Knowledge Production, Area Studies and Global Cooperation
Title | Knowledge Production, Area Studies and Global Cooperation PDF eBook |
Author | Claudia Derichs |
Publisher | Routledge |
Pages | 317 |
Release | 2017-04-27 |
Genre | Business & Economics |
ISBN | 131728206X |
Whereas Area Studies and cross-border cooperation research conventionally demarcates groups of people by geographical boundaries, individuals might in fact feel more connected by shared values and principles than by conventional spatial dimensions. Knowledge Production, Area Studies and Global Cooperation asks what norms and principles lead to the creation of knowledge about cross-border cooperation and connection.
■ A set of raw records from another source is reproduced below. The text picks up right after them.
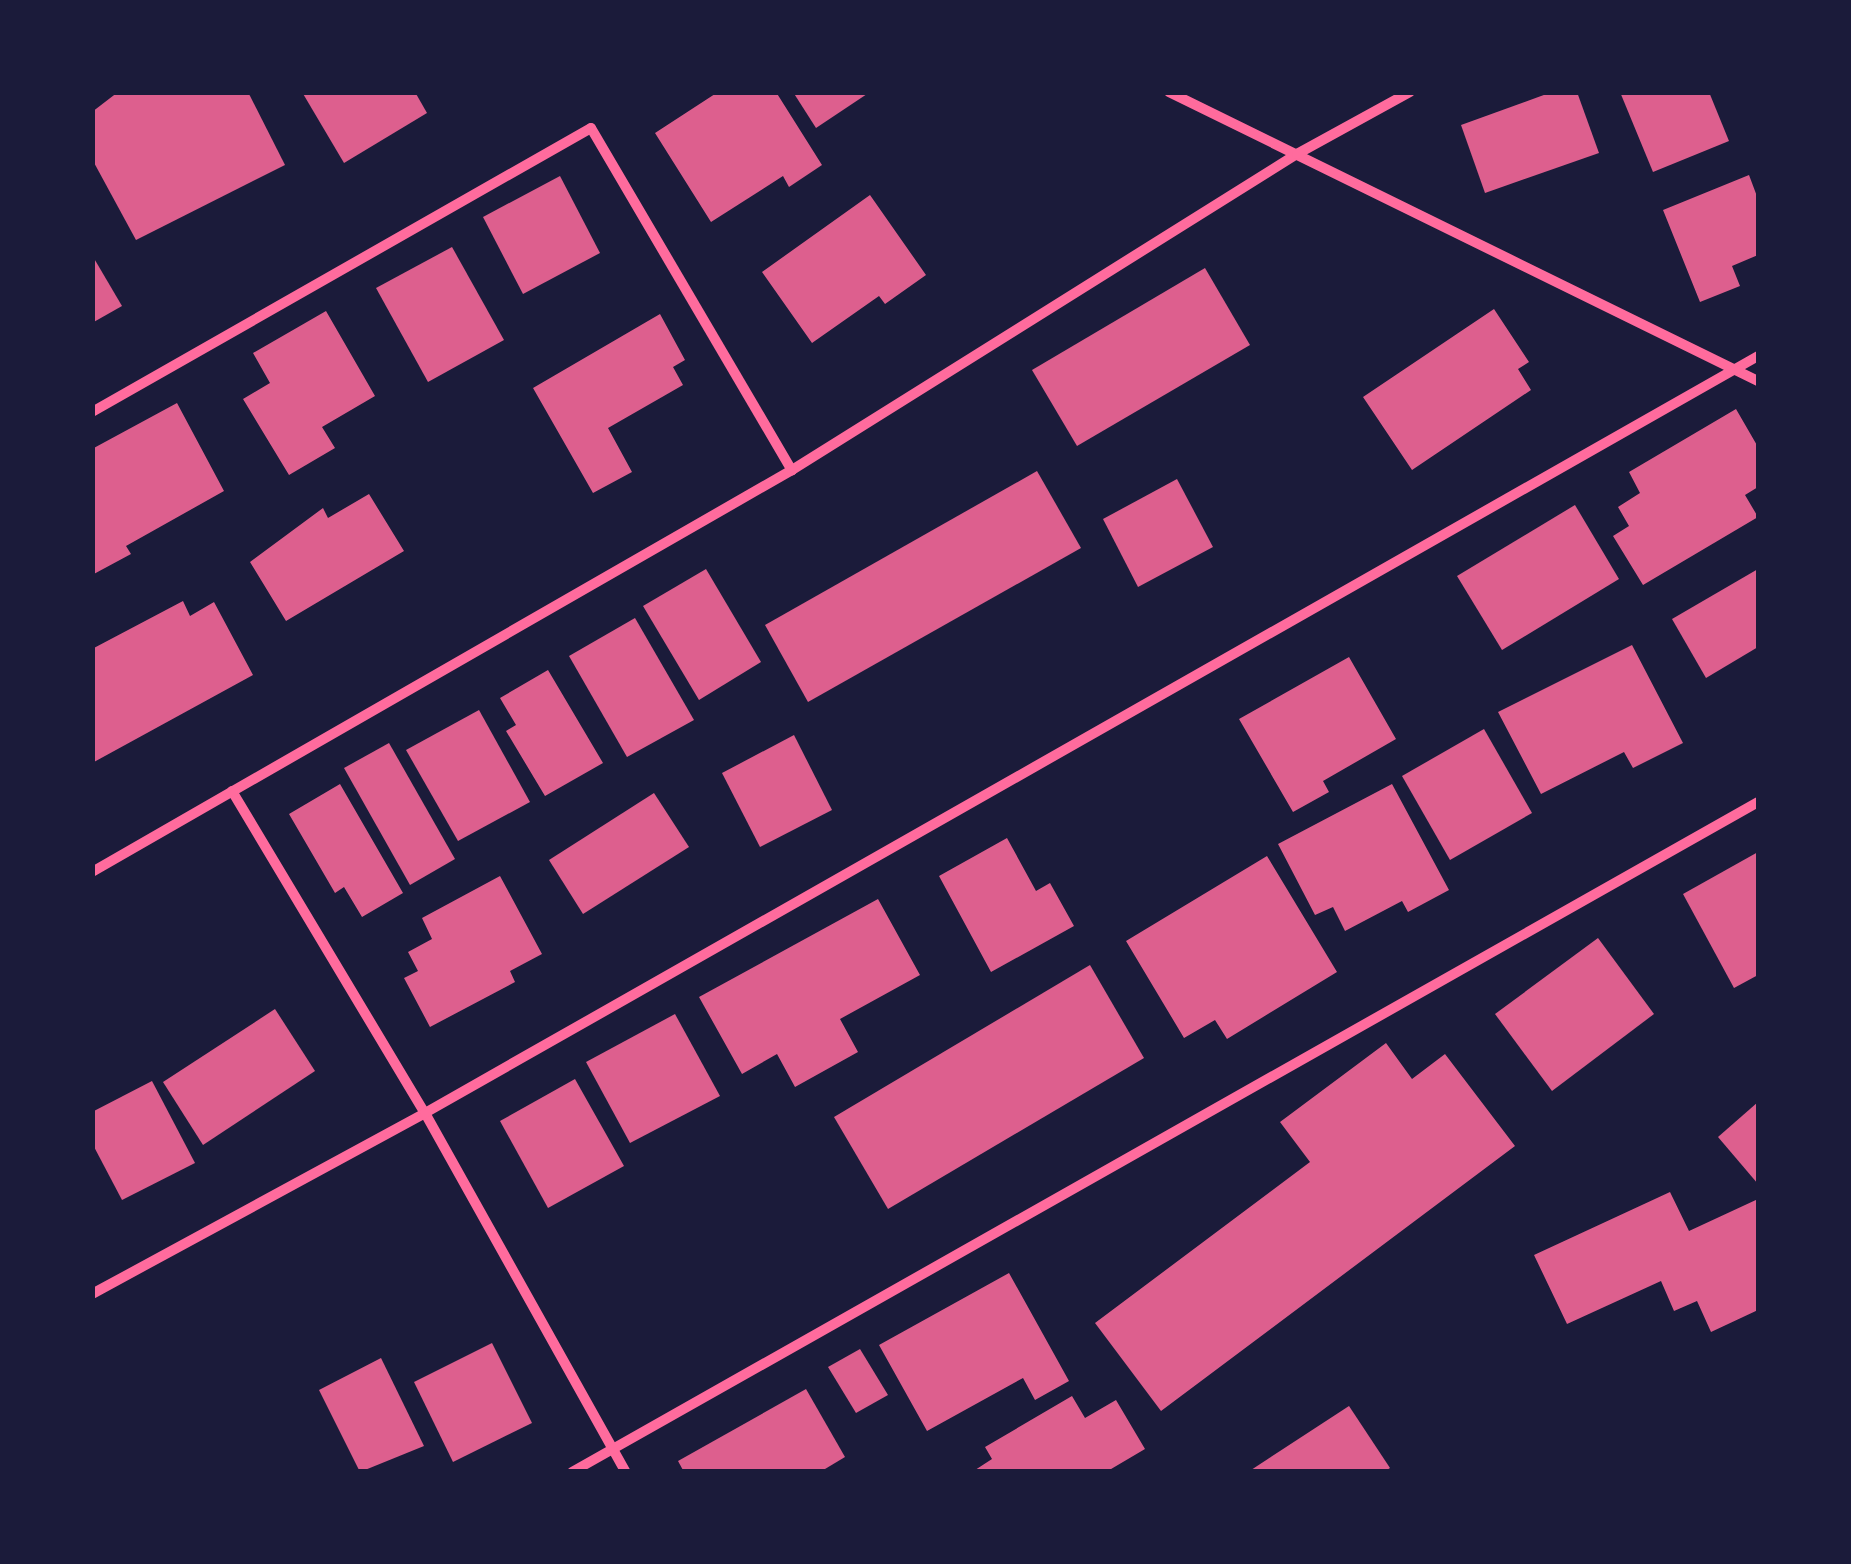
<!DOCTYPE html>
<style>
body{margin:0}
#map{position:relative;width:1851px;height:1564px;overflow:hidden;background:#1b1b3a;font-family:"Asap Condensed",sans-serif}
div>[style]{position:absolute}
.building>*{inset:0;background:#dd5f8e}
.minor>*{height:10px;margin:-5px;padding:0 5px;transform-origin:5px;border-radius:5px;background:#ff6b9d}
span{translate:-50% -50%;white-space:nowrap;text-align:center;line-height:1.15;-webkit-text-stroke:10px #1b1b3a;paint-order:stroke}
.frame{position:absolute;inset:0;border:95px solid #1b1b3a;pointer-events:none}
</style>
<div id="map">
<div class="building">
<div style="clip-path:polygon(118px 92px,248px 92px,285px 165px,136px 240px,92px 159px,92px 112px)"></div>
<div style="clip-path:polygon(302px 92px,415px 92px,427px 113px,344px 163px)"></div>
<div style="clip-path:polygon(718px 92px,776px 92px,822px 165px,789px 187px,783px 176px,711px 222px,655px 133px)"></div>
<div style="clip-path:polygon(793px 92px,870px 92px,816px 128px)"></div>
<div style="clip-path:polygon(1552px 92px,1577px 92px,1599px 153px,1485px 193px,1461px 125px)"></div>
<div style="clip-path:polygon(1620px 92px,1709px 92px,1729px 141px,1653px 172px)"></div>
<div style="clip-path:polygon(1749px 175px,1758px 199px,1758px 255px,1732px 266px,1740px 286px,1700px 302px,1663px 210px)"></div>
<div style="clip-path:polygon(560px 176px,600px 253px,523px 294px,483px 217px)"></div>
<div style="clip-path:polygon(870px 195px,926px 275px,885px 304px,879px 296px,812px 343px,762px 272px)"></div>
<div style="clip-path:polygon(452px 247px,504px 340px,428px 382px,376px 288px)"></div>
<div style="clip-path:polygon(92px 255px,122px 306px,92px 323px)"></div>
<div style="clip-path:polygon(1205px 268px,1250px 345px,1077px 446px,1032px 370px)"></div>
<div style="clip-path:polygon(1494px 309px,1529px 362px,1518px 369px,1531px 390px,1412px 470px,1363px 397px)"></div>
<div style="clip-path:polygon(326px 311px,375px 396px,322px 427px,335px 448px,289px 475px,243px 399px,270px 383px,253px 353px)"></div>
<div style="clip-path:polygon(660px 314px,685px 360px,673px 367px,683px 385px,608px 428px,632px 472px,593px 493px,533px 388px)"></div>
<div style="clip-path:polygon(177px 403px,224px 491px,126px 546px,131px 554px,92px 575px,92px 449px)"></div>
<div style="clip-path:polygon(1736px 409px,1758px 447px,1758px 487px,1745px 495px,1758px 517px,1643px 585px,1613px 536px,1629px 526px,1618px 507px,1640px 493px,1629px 472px)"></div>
<div style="clip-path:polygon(1037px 471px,1081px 548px,808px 702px,765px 625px)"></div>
<div style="clip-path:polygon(1177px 479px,1213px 547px,1138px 587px,1103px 519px)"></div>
<div style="clip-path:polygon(369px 494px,404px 551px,286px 621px,250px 562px,323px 508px,328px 518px)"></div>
<div style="clip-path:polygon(1575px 505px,1619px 579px,1502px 650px,1457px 576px)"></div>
<div style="clip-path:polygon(706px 569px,761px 662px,699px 700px,643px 606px)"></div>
<div style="clip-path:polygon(1758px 569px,1758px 647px,1706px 678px,1672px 619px)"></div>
<div style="clip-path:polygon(183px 601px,190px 616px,214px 602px,253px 675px,94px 762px,92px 649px)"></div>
<div style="clip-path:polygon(635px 618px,694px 720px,627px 757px,569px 656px)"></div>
<div style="clip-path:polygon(1632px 645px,1683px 743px,1633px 768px,1624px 752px,1541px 794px,1498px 712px)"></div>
<div style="clip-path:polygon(1349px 657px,1396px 739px,1323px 781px,1329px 792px,1293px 812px,1239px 719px)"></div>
<div style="clip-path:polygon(548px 670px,603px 763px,545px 796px,506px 731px,516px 725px,500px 698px)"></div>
<div style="clip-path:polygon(479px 710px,530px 802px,458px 841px,406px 750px)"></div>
<div style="clip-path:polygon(1484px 729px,1532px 813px,1450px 860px,1402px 776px)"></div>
<div style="clip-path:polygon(794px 735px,832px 810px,760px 847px,722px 773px)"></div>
<div style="clip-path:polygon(389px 743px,455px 859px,410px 885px,344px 768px)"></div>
<div style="clip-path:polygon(340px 784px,403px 893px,362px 917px,344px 887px,335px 893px,289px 814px)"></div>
<div style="clip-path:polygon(1392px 784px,1449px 890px,1408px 912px,1402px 901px,1345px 931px,1333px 907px,1315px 915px,1278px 844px)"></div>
<div style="clip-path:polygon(654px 793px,689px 847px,583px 914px,549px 860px)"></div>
<div style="clip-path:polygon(1007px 838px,1036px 891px,1050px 883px,1074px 926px,991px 972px,939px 876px)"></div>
<div style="clip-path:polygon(1758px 852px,1758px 975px,1734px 988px,1683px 894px)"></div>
<div style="clip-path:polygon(1267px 856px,1337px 972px,1227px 1039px,1215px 1020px,1184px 1038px,1126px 941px)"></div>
<div style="clip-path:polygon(500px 876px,542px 954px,510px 971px,515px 982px,430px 1027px,404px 978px,418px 971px,408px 952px,432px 939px,422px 918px)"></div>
<div style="clip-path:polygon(878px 899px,920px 975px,840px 1019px,858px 1052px,795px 1087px,777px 1054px,742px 1074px,699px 997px)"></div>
<div style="clip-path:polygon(1598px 938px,1654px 1014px,1552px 1091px,1495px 1014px)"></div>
<div style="clip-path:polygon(1090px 965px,1144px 1058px,888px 1209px,834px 1117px)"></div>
<div style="clip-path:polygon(275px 1009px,315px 1071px,203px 1145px,163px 1082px)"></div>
<div style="clip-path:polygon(675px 1014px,720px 1096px,630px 1143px,586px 1062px)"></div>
<div style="clip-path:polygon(1386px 1043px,1412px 1079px,1445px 1054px,1515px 1146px,1161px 1411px,1095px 1323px,1310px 1162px,1280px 1122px)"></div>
<div style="clip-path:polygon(575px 1079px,624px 1166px,548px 1208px,500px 1121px)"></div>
<div style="clip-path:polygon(152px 1081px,195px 1163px,122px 1200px,92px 1143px,92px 1112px)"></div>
<div style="clip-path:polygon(1758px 1102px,1758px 1184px,1718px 1137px)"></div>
<div style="clip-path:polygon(1670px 1192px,1689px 1231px,1758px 1199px,1758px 1310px,1711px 1332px,1697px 1301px,1674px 1311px,1661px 1281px,1567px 1324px,1534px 1255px)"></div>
<div style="clip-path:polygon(1009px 1273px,1069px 1381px,1035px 1400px,1023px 1378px,927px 1431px,879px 1345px)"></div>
<div style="clip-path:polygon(492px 1343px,532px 1423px,453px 1462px,414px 1382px)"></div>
<div style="clip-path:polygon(860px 1349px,888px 1395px,856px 1413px,828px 1367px)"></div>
<div style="clip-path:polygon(381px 1358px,424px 1446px,360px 1472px,319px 1390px)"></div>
<div style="clip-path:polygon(806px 1389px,845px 1457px,820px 1472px,684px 1472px,678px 1461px)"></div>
<div style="clip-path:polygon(1072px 1396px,1085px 1418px,1116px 1400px,1145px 1449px,1106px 1472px,972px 1472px,992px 1459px,985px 1447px)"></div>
<div style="clip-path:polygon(1349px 1406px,1390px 1468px,1384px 1472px,1248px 1472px)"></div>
</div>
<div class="minor">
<div style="left:1169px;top:92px;width:656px;rotate:26.14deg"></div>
<div style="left:92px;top:412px;width:574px;rotate:-29.65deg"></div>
<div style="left:591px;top:128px;width:397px;rotate:59.6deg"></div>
<div style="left:232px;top:791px;width:375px;rotate:59.1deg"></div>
<div style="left:425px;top:1113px;width:411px;rotate:60.8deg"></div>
<div style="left:92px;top:872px;width:807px;rotate:-29.87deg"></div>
<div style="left:792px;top:470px;width:596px;rotate:-32.04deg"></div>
<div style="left:1297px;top:154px;width:129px;rotate:-28.8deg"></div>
<div style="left:92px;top:1294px;width:379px;rotate:-28.5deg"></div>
<div style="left:425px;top:1113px;width:1533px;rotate:-29.59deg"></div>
<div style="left:572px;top:1472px;width:1362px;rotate:-29.46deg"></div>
</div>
<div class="frame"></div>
</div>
It studies why theories, methods, and concepts originate in one place rather than another, how they travel, and what position the scholar adopts while doing research, particularly ‘in the field’. Taking case studies from Asia, the Middle East and North Africa, the book links the production of alternative epistemologies to the notion of global cooperation and reassesses the ways in which the concept of connectedness can be applied at the translocal and individual rather than the formal international and collective level. Knowledge Production, Area Studies and Global Cooperation provides an innovative and critical approach towards established means of producing knowledge about different areas of the world, demonstrating that an understanding of pluri-local connectivity should be integrated into the production of knowledge about different areas of the world and the behavioural dimension of global cooperation. By shifting the view from the collective to the individual and from the formal to often invisible patterns of connectedness, this book provides an important fresh perspective which will be of interest to scholars and students of Area Studies, Politics, International Relations and Development Studies.
Theories of International Cooperation and the Primacy of Anarchy
Title | Theories of International Cooperation and the Primacy of Anarchy PDF eBook |
Author | Jennifer Sterling-Folker |
Publisher | SUNY Press |
Pages | 324 |
Release | 2002-01-17 |
Genre | Political Science |
ISBN | 9780791452080 |
Argues the state and not markets should be the center of analysis when attempting to explain international cooperation.